We can calculate a parametric cycle analysis for real engines. The mathematical approach is to calculate the engine efficiency factor (η) at two points, T1 and T2. Then, based on some arbitrary mass flow rate (M), we can solve for the speed of a compressor in RPMs needed to achieve that specific mass flow rate. We will have two equations with two unknowns. The density ratio and RPM ratio as functions of gas pressure ratio must be calculated beforehand using our compressible chart in order to make our parametric cycle work correctly.

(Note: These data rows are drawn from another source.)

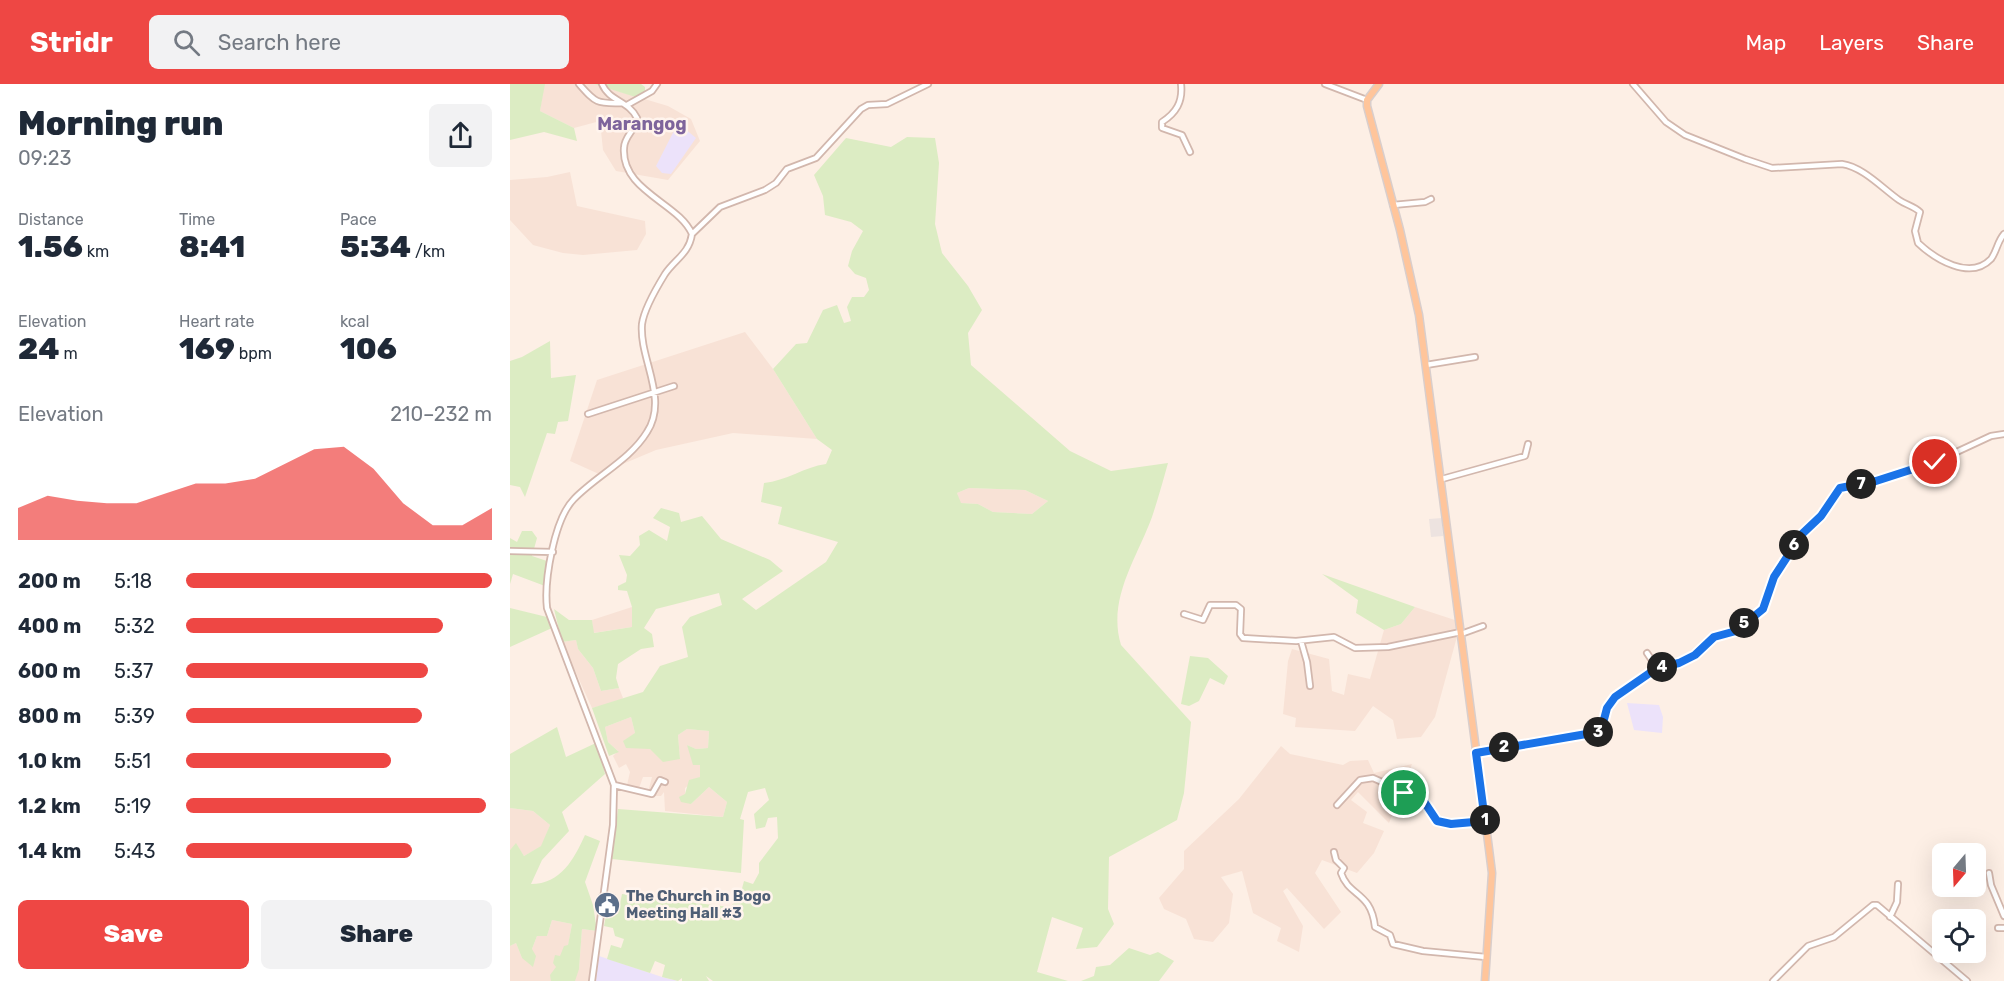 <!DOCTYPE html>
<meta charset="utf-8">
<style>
body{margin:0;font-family:Rubik,sans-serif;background:#f2f2f3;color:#1f2937;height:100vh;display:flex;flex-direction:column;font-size:22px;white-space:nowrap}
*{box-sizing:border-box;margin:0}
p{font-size:20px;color:#747a83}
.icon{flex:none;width:33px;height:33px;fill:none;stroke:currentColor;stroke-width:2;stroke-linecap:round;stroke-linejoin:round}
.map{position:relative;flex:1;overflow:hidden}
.side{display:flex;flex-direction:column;background:#fff;width:510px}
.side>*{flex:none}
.needle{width:39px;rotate:199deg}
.tools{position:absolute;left:1422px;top:759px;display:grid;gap:12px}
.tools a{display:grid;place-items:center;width:54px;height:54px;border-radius:9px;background:#fff;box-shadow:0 6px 24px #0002;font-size:30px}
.pin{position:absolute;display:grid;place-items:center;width:51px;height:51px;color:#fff;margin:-26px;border:3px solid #fff;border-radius:50%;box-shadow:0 2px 6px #0007}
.km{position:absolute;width:30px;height:30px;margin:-15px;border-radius:50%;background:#222;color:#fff;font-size:16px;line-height:30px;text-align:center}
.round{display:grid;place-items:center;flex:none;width:63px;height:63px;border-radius:9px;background:#f2f2f3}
.overview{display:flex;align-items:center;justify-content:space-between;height:102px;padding:0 18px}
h1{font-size:33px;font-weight:800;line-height:45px}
.stats{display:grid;grid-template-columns:repeat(3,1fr);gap:9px;height:102px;padding:6px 18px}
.stats div{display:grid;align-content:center}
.stats b{font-size:30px;font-weight:800}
.stats small{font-size:16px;font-weight:400}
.stats p{font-size:16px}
.chart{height:168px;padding:12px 18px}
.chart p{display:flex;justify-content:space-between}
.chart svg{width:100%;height:108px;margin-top:6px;fill:#ee4744;opacity:.7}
.action{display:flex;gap:12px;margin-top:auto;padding:12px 18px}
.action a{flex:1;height:69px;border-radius:9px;background:#ee4744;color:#fff;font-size:24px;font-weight:800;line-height:69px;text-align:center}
.action a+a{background:#f2f2f3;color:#1f2937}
ul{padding:0 18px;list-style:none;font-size:20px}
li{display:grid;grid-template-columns:96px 72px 1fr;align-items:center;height:45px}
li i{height:15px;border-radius:8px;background:#ee4744}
header{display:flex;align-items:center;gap:36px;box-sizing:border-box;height:84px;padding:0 30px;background:#ee4744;color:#fff}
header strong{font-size:28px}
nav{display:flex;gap:33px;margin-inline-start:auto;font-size:21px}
.search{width:420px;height:54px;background:#f2f2f3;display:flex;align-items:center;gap:15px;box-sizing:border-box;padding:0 21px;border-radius:9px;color:#747a83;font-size:22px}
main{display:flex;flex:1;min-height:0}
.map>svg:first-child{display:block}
.residential{fill:#f8e2d6}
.industrial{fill:#ede3e0}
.education{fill:#ece2fa}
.green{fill:#dcecc3;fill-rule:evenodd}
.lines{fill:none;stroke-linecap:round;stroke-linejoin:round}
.minor-casing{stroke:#d2b7ad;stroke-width:8}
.major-casing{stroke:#d9cecc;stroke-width:9}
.minor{stroke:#fff;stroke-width:4.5}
.major{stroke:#ffc59b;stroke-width:6}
.route-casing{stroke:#fff;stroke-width:12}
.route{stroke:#1a73e8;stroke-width:8}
.labels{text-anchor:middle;stroke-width:5;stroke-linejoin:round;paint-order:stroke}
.service-label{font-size:15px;font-weight:bold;fill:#4e5e75;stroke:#fff4ed;text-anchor:start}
.quarter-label{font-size:18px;font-weight:bold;fill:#7e649c;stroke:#fff4ed}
</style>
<header>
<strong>Stridr</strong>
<div class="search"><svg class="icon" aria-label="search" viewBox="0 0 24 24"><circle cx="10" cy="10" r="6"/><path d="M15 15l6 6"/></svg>Search here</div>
<nav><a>Map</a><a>Layers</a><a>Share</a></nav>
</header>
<main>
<section class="side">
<div class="overview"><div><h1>Morning run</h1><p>09:23</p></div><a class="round"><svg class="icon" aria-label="share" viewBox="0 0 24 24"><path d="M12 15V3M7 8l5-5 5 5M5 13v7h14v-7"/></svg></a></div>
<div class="stats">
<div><p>Distance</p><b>1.56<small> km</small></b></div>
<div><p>Time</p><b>8:41</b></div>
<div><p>Pace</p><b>5:34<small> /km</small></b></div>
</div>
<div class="stats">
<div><p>Elevation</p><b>24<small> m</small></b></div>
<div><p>Heart rate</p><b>169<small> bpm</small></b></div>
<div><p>kcal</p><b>106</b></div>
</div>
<div class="chart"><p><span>Elevation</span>210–232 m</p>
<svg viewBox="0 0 160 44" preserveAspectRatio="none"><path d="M0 44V31L10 26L20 28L30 29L40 29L50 25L60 21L70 21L80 19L90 13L100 7L110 6L120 15L130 29L140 38L150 38L160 31V44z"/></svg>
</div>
<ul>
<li><b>200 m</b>5:18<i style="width:100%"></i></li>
<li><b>400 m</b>5:32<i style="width:84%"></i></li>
<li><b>600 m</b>5:37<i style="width:79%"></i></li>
<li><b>800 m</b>5:39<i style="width:77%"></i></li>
<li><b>1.0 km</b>5:51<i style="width:67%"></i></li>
<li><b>1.2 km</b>5:19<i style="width:98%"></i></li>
<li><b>1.4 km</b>5:43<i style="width:74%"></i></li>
</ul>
<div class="action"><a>Save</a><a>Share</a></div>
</section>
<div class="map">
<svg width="1494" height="897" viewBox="0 0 1494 897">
<rect width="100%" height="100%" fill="#fdefe5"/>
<path class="residential" d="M34,0H84L158,22L181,35L190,57L158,96L106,87L93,66L90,37L64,44L30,27Z
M60,88L67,122L135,137L136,150L127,166L73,171L53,169L23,161L0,136V96L37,93Z
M235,248L263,285L307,355L223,349L146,366L89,390L60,377L87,296Z
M459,404L515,406L538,417L522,430L483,428L468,420L450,419L447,409Z
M122,523V543L83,549L82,536Z
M905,523L951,538L925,633L911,653L887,655L883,636L863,622L845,647L785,643L786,634L773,630L778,577L782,565L819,575L822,607L834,611L838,590L860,595L874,546L891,540Z
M66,556L68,565L83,584L91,607L109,604L113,614L110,617L82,624L52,558Z
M121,633L125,649L140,665L170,675L168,651L177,645L199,647L198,664L186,665L177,661L190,681V693L175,704V710L181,720L199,703L217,718L213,733L155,727L154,708L151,712H137L142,693H133L129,704L117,701L120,688L116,680L109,684L103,672L108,667L98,658L95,643Z
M771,662L780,670L833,681L840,677L858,676L864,689L902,680L879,739L848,708L841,716L857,728L853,739L874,747L864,769L847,789L812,776L805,789L831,828L814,845L777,804L773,807L793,842L789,868L767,857L771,844L743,829L732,787L711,793L723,810L719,839L703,858L684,855L676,835L654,825L649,814L674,785V767L729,715Z
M0,724L23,727L40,741L32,762L14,772L6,760L0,766Z
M42,836L62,840L58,862L69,885L72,845L87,847L81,897H0V862L6,859L12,874L22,865L27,852H37Z"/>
<path class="industrial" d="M932,434L933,452L921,453L919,435Z"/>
<path class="education" d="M168,39L186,54L161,90L152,89L146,82Z
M1117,619L1149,621L1153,633L1152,649L1124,646Z
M89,872L152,893L168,897H86Z"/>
<path class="green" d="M0,0H35L30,27L64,44L67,57L34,48L0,56Z
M84,0H131L135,3V16Z
M397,53L425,54L429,79L425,140L432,169L458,202L472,226L458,249L461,281L560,367L601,387L658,379C653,397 648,415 642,433C627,474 597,515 611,561L681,638L674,709L667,736L599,773L598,825L604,840L587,863L566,865L573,844L542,833L527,888L558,897H203L196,892L199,897H172V894L168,897L152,893L155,881L145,877L140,889L97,875L101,861L111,864L114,855L105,852L103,844L94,842L96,831L108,830L112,810L220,823L230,812L234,797L243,800L249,789V779L268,754L267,733L258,734L255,743L246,745L244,730L259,716L255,704L238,708L230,735L234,736L231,789L102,775L108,725L213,733L217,718L199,703L181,720L171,718L169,713L175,710L179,696L190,693V681H183L177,661L186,665L198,664L199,647L177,645L168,651L170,675L153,678L140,665L116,664L113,657L125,649L121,633L95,643L98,658L109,668L99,672L82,624L133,608L150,582L178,573L172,543L180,533L212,521L209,509L146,525L134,544L142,550L144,563L131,565L108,580L106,594L109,604L91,607L83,584L68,565L66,556L52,558L44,525L59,536H82L84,549L122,543V523L117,507L108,506V502L116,498L117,491L109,471L120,472L130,461L129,452L139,446L157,457L160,443L143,434L151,424L169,429L171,438L192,432L211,455L260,476L273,487L232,515L246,526L316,478L328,458L268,440L272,423L251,418L254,399C276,397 294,383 316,380L322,366L307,355L263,285L286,260L297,259L313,226L327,221L334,239L341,237L337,223L342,213H354L359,206L356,194L345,190L338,182L342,167L353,147L341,138L315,131L313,112L304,91L336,54L381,63ZM459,404L515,406L538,417L522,430L483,428L468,420L451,419L447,409Z
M40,257L41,294L66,291L58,337L48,338L45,350L37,349L15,413L10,403L0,401V277L12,273Z
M12,447H22L27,454L22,472L40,478L35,502L3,490L0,500V454L7,458Z
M812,490L905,523L891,540L874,546L846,529L848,516Z
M0,524L37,533L42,544L0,563Z
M680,572L698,574L718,592L714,601L700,594L689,617L679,622L671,620Z
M47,643L56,673L88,658L95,690L52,728L59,747L32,776L21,800C51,800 64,775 75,751L90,757L75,798L83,821L87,847L72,845L69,885L65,897H41L40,891L46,883L43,879L45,871L50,872L54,862L58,861L62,840L42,836L37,852H27L22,865L26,872L23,883L12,874L6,859L0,862V766L6,759L14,772L31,762L40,741L23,727L0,724V670Z
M619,864L640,871L648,868L664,877L649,897H571L584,892L586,883L600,881Z"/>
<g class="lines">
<g class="minor-casing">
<path id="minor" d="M69,0C85,18 86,20 112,19
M671,0C673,18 666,29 652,38V44L672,51L680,68
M815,0L857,16
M1123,0L1156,38L1175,51L1235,75L1262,84L1332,80C1353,83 1372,104 1389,116C1396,121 1404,122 1410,128L1405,147L1408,159C1425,175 1460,197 1481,175C1487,167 1487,158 1494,150
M117,21L142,7L147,0
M883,121L915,118L921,115
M182,150L210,123L255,106L266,99L277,85L306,74L351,25L358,21L377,20L418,0
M916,281L965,273
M78,330L164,302
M932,395L1015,372L1018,360
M0,467L43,468
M674,530L693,536L700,521H726L731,525L730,550L733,554L786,557L824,553L845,564L878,563L951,548
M951,550L973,542
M791,557L797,578L800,602
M1137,569L1147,584
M966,669L1088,648L1092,643L1097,624L1105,613L1124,599L1147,584L1169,579L1185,571L1204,553L1226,547L1253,525L1264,493L1292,450L1312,432L1330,404L1366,397L1425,378L1481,352L1494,350
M104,701L142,710L150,696L155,698
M827,721L850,696L863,694L913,716L927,737L941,740L975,737
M824,768L826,776L834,784L831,789C839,813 861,807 865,843L880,851L883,860L913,867L976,873
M1479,789L1481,801L1494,832
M1380,833L1387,818L1388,800
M1488,844H1494
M82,897L103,741L104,701L37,524C34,497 44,435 64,415C86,392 120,376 137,348C159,314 129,275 132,240C134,225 147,203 155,190C165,175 179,170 182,150C169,119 111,107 114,64C114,52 127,45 127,34C119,17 99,17 92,0
M1263,897L1298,862L1324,853L1363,821H1367L1457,897"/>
</g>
<g class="major-casing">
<path id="major" d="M869,0L857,16V22L890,146L909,231L979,765L982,789L975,897"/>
</g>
<use href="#minor" class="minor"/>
<use href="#major" class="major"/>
</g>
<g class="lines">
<g class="route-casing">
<path id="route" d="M894,709L913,716L927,737L941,740L975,737L966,669L1088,648L1092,643L1097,624L1105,613L1147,584L1169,579L1185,571L1204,553L1226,547L1253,525L1264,493L1292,450L1311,432L1330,404L1366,397L1425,378"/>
</g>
<use href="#route" class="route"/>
</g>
<defs>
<g id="civic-disc" transform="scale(1.35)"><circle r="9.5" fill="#5c6f8a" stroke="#fff4ed"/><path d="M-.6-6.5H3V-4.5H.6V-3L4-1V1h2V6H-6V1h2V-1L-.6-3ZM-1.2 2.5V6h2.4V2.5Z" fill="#fff"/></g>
</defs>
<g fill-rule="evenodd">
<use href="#civic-disc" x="97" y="821"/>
</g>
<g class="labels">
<g class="service-label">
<text x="116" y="817">The Church in Bogo<tspan x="116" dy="17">Meeting Hall #3</tspan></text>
</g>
<g class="quarter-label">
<text x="132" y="46">Marangog</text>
</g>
</g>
</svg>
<div class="tools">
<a><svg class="needle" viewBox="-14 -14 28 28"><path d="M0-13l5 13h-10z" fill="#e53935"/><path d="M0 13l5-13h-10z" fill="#747a83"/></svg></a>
<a><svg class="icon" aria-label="locate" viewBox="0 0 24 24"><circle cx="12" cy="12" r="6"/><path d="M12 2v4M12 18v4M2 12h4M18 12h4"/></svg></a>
</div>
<div class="pin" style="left:894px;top:709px;background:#1e9e55"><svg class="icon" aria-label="arrive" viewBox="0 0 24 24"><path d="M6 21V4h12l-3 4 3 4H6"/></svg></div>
<div class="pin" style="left:1425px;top:378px;background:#d93025"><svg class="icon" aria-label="check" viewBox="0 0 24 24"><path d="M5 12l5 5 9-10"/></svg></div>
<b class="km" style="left:975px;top:736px">1</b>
<b class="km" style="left:994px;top:663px">2</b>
<b class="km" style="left:1088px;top:648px">3</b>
<b class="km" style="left:1152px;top:583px">4</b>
<b class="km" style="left:1234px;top:539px">5</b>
<b class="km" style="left:1284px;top:461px">6</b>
<b class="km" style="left:1351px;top:400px">7</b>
</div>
</main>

There are many important factors affecting compressor tip speed but for now, I will only list those factors affecting propelling aircraft through the air:

- Altitude
- Ambient Pressure Ratio Effect
- Mass Flow Rate
- RPM
- Efficiency of Compressor (NPSHR)
- Gas Composition & Pressure Ratio
- Density Ratio (D/P)
- Design of Compressor and HP Turbine Are the RPMs fixed?

The design specifications for a compressor are not only its speed but also pressure ratio, mass flow rate as well as inlet conditions such as temperature and humidity to name a few (see this article for more information). This means that propelling an aircraft through the air is not only a matter of changing a parameter such as the RPMs in our example above, but it will involve performing trade-off analysis between those parameters themselves and other design factors affecting the overall efficiency of the engine.

**8.Apply self-study and individual lab assignment skills learned on the course in aerospace MRO work.**

We apply self-study and individual lab assignment skills learned on the course in aerospace MRO work, in the following ways.

Using individual lab assignment skills, each graduate is required to convert or re-design a specific part. We have **examples** of landing gear actuator and engine nacelle actuator designs that have been completed by our graduates for aerospace MRO work at companies such as GKN Aerospace (formerly Fokker).

These are self-study projects where students look at the current design of the part and evaluate numerous methods to carry out high-efficiency transformations of them. In addition, they must determine if any modifications need to be made in order for their new design to function correctly within its original application.